● Dataset records:

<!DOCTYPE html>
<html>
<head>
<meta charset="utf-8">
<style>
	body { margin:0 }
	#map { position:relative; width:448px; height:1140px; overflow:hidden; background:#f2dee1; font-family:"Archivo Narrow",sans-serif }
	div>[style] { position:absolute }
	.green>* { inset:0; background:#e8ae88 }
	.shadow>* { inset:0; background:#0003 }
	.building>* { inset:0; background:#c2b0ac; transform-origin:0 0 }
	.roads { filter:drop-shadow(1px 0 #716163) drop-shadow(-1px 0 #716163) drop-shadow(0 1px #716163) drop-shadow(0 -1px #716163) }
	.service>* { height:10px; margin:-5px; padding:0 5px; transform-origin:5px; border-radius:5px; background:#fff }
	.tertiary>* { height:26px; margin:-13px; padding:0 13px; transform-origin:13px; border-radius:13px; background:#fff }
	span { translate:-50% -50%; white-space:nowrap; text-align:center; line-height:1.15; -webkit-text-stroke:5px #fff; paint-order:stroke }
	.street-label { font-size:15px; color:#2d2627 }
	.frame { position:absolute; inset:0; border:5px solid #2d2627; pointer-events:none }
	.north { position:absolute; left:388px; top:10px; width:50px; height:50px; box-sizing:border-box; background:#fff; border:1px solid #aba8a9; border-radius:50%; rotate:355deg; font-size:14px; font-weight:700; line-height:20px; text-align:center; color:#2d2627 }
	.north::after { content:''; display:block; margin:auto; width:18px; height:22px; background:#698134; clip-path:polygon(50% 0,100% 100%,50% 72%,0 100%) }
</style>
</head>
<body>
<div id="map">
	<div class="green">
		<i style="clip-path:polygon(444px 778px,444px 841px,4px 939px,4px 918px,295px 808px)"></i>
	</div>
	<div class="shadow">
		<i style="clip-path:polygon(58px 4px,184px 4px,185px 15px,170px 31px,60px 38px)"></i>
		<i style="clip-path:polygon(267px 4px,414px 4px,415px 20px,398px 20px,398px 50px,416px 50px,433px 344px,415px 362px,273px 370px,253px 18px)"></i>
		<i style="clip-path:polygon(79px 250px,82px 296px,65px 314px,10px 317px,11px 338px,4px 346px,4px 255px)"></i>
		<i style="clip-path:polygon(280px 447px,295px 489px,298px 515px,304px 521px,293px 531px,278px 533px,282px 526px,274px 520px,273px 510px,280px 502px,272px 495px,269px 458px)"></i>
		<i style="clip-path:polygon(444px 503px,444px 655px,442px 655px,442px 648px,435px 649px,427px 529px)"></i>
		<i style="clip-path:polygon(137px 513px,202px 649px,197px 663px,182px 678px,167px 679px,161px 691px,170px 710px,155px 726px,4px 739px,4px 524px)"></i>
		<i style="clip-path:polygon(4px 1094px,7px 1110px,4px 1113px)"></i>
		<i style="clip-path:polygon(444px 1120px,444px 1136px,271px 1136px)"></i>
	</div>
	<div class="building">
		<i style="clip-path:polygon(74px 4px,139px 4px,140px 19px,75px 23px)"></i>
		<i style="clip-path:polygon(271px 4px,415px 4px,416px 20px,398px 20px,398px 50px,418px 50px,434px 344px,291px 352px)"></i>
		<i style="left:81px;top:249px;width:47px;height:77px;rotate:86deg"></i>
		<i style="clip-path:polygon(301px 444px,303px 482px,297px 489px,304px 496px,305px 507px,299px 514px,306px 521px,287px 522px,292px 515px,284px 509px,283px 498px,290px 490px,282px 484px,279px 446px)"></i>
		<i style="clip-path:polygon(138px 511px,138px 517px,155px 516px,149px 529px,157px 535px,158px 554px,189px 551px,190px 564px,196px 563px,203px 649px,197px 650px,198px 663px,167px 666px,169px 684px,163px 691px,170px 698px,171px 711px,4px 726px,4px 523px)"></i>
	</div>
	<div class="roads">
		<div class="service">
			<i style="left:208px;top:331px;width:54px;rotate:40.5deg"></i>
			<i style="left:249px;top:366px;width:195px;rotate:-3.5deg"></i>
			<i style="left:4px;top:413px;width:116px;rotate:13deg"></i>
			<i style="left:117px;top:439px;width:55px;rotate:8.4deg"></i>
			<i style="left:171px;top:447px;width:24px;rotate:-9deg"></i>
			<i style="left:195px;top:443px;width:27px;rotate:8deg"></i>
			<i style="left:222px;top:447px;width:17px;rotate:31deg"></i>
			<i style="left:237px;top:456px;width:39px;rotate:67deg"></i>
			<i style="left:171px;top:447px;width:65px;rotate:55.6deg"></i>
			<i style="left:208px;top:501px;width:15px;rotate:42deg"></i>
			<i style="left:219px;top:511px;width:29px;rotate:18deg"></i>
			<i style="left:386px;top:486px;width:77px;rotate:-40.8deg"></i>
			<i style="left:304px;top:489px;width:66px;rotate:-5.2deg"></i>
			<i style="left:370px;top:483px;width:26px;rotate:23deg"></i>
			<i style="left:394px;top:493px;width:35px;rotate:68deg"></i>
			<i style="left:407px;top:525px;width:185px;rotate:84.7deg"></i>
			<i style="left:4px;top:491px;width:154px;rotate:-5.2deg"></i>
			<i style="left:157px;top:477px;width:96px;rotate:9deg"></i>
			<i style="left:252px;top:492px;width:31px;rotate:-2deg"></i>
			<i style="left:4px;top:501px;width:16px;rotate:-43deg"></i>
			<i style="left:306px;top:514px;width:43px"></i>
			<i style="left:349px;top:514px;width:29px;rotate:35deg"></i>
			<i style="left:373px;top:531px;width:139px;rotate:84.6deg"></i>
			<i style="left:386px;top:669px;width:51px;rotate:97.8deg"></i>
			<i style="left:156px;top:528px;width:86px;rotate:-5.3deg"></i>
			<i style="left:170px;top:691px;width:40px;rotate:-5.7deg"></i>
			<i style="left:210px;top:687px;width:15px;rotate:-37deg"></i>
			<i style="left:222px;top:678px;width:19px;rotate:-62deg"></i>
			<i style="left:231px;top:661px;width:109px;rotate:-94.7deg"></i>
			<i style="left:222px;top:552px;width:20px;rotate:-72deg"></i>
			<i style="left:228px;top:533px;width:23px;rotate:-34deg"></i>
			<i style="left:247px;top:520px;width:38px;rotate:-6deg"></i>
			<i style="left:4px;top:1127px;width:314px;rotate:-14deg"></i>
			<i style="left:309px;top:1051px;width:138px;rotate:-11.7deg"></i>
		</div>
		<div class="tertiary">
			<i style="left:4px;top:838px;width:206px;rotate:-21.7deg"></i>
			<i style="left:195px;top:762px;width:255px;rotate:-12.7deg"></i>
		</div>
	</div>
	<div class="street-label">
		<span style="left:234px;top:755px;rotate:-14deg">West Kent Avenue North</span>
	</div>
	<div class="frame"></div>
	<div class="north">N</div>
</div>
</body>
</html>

● Activity:
Everything from the line that contains "Kent Avenue North</span>" to the last line of the records, restated word for word, is the required output.

● Result:
		<span style="left:234px;top:755px;rotate:-14deg">West Kent Avenue North</span>
	</div>
	<div class="frame"></div>
	<div class="north">N</div>
</div>
</body>
</html>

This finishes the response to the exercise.